Goal of the exercise. Would you write out the full listing exactly, without any pictures?

Given data.
==============================

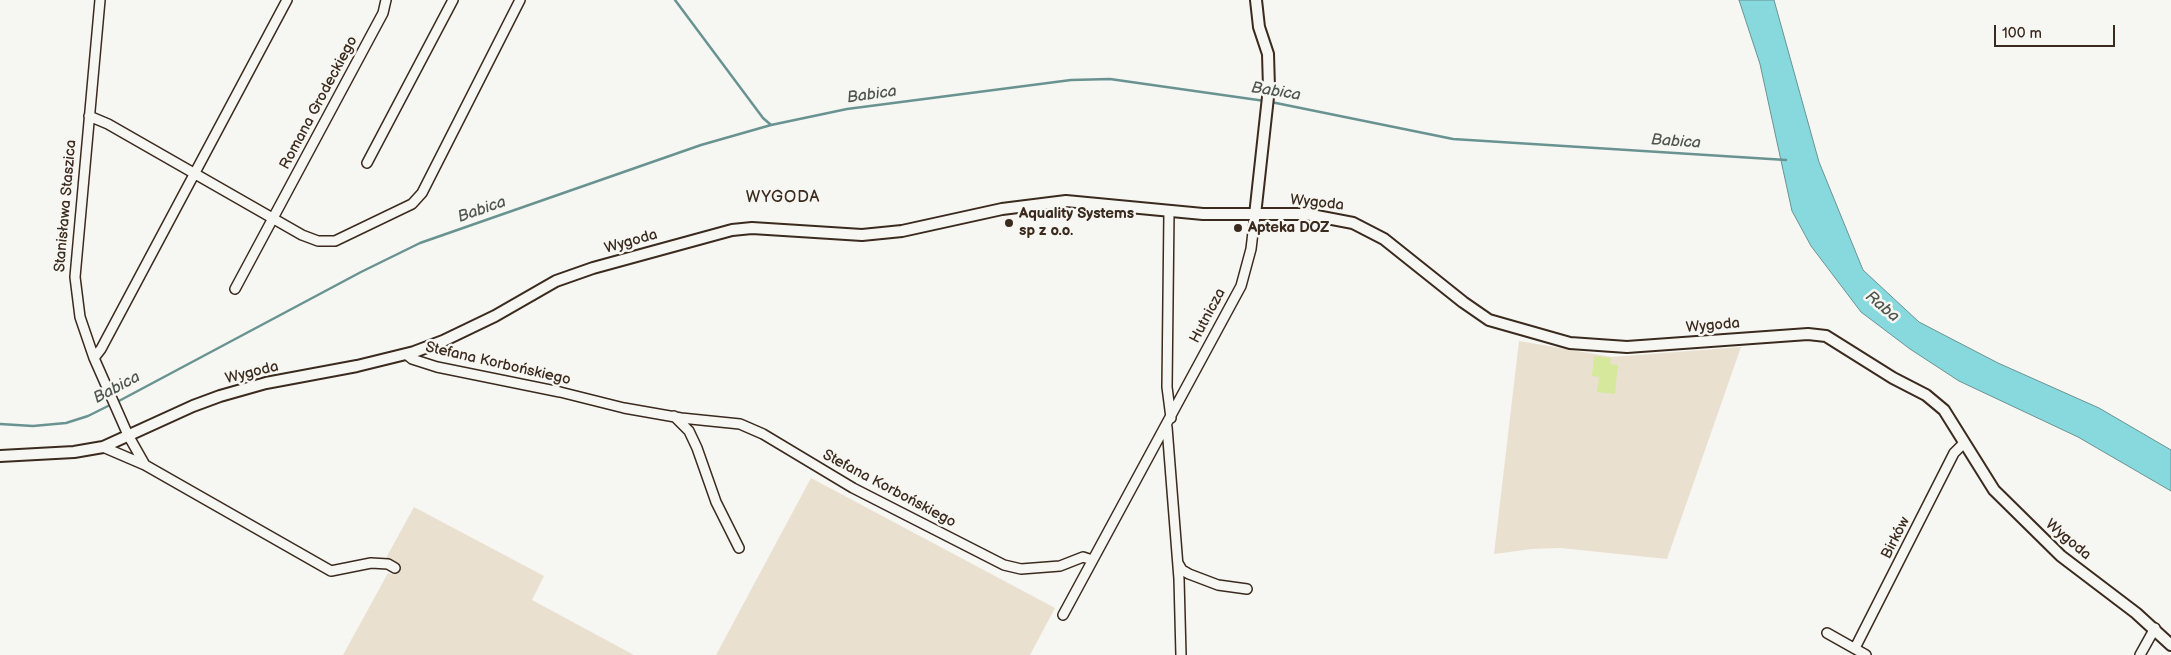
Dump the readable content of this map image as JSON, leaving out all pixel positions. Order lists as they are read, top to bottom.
{
  "streets": {
    "street": [
      "Romana Grodeckiego",
      "Wygoda",
      "Stanisława Staszica",
      "Hutnicza",
      "Stefana Korbońskiego",
      "Birków"
    ]
  },
  "crossings": [
    ["Wygoda", "Stanisława Staszica"],
    ["Wygoda", "Hutnicza"],
    ["Wygoda", "Stefana Korbońskiego"],
    ["Wygoda", "Birków"],
    ["Hutnicza", "Stefana Korbońskiego"]
  ],
  "districts": ["WYGODA"],
  "water": ["Babica", "Raba"],
  "places": ["Aquality Systems sp z o.o.", "Apteka DOZ"],
  "scale_bar": "100 m"
}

==============================

Written solution.
Dump the readable content of this map image as JSON, leaving out all pixel positions. Order lists as they are read, top to bottom.
{
  "streets": {
    "street": [
      "Romana Grodeckiego",
      "Wygoda",
      "Stanisława Staszica",
      "Hutnicza",
      "Stefana Korbońskiego",
      "Birków"
    ]
  },
  "crossings": [
    ["Wygoda", "Stanisława Staszica"],
    ["Wygoda", "Hutnicza"],
    ["Wygoda", "Stefana Korbońskiego"],
    ["Wygoda", "Birków"],
    ["Hutnicza", "Stefana Korbońskiego"]
  ],
  "districts": ["WYGODA"],
  "water": ["Babica", "Raba"],
  "places": ["Aquality Systems sp z o.o.", "Apteka DOZ"],
  "scale_bar": "100 m"
}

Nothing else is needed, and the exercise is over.